Exercise prompt:
In these records, how many lines contain "image"? Please reply with the number only.

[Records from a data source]
+++
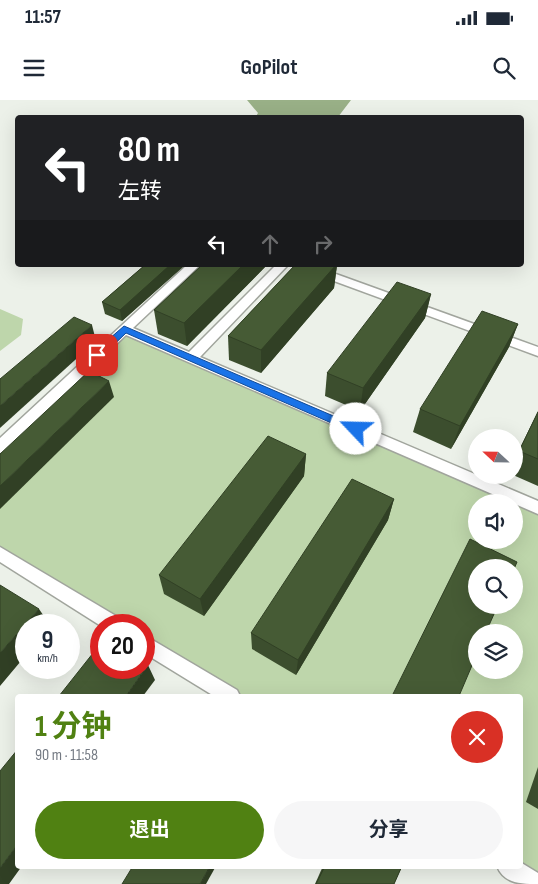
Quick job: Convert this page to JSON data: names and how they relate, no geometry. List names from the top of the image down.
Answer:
{
  "north": "left",
  "page": {
    "status": "11:57",
    "header": "GoPilot",
    "turn": ["80 m", "左转"],
    "speed": "9 km/h",
    "limit": "20",
    "heading": ["1 分钟", "90 m · 11:58"],
    "buttons": ["退出", "分享"]
  }
}
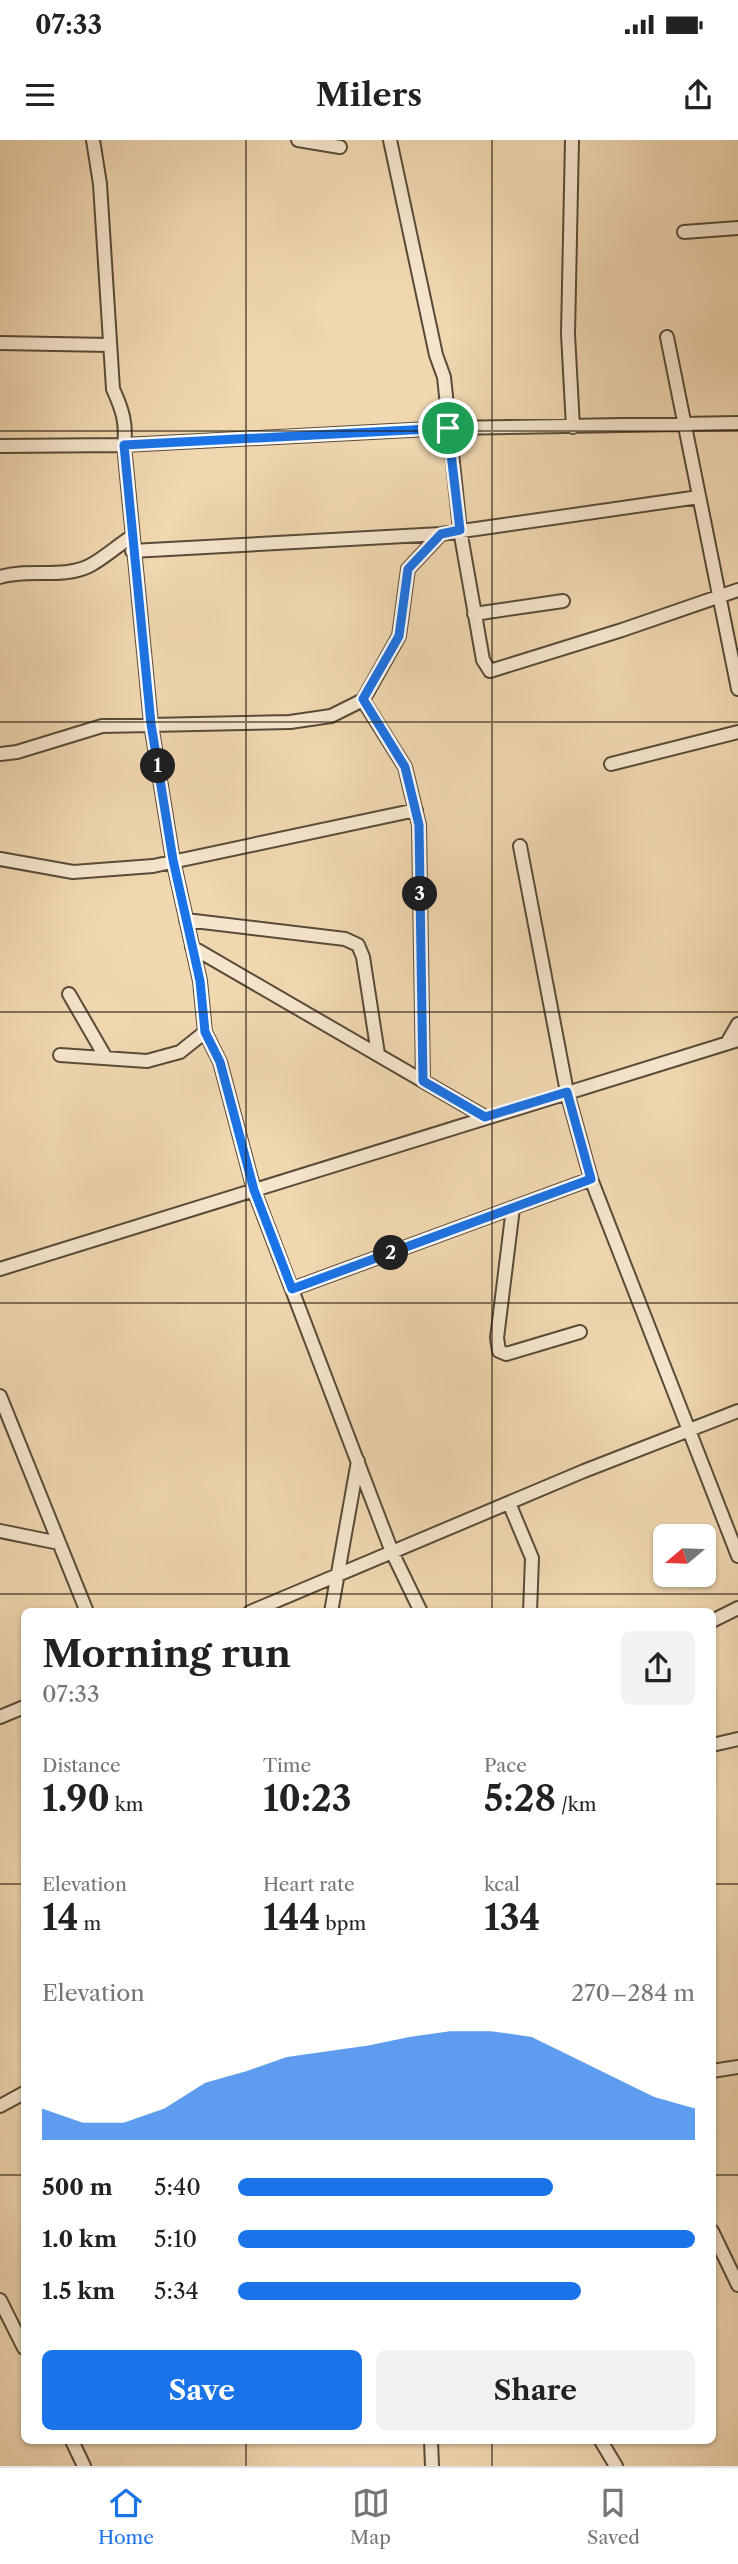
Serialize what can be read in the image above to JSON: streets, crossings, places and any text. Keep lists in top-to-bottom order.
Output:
{
  "north": "left",
  "page": {
    "status": "07:33",
    "header": "Milers",
    "pins": ["1", "3", "2"],
    "heading": ["Morning run", "07:33"],
    "stats": [
      ["Distance", "1.90 km"],
      ["Time", "10:23"],
      ["Pace", "5:28 /km"],
      ["Elevation", "14 m"],
      ["Heart rate", "144 bpm"],
      ["kcal", "134"]
    ],
    "chart": ["Elevation", "270–284 m"],
    "list": [
      {
        "name": "500 m",
        "note": "5:40"
      },
      {
        "name": "1.0 km",
        "note": "5:10"
      },
      {
        "name": "1.5 km",
        "note": "5:34"
      }
    ],
    "buttons": ["Save", "Share"],
    "tabs": ["Home", "Map", "Saved"]
  }
}
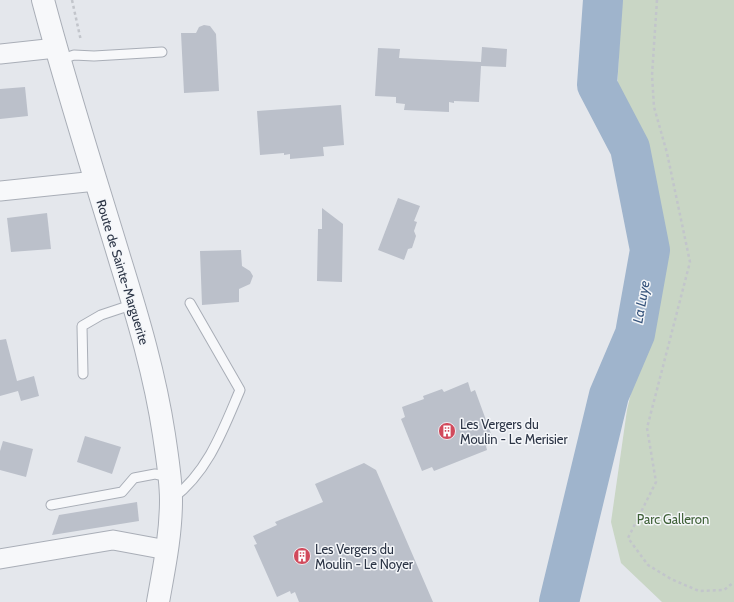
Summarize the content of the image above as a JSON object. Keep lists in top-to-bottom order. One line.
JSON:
{"streets":{"street":["Route de Sainte-Marguerite"]},"water":["La Luye"],"parks":["Parc Galleron"],"places":{"building":["Les Vergers du Moulin - Le Merisier","Les Vergers du Moulin - Le Noyer"]}}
+++
Task response:
3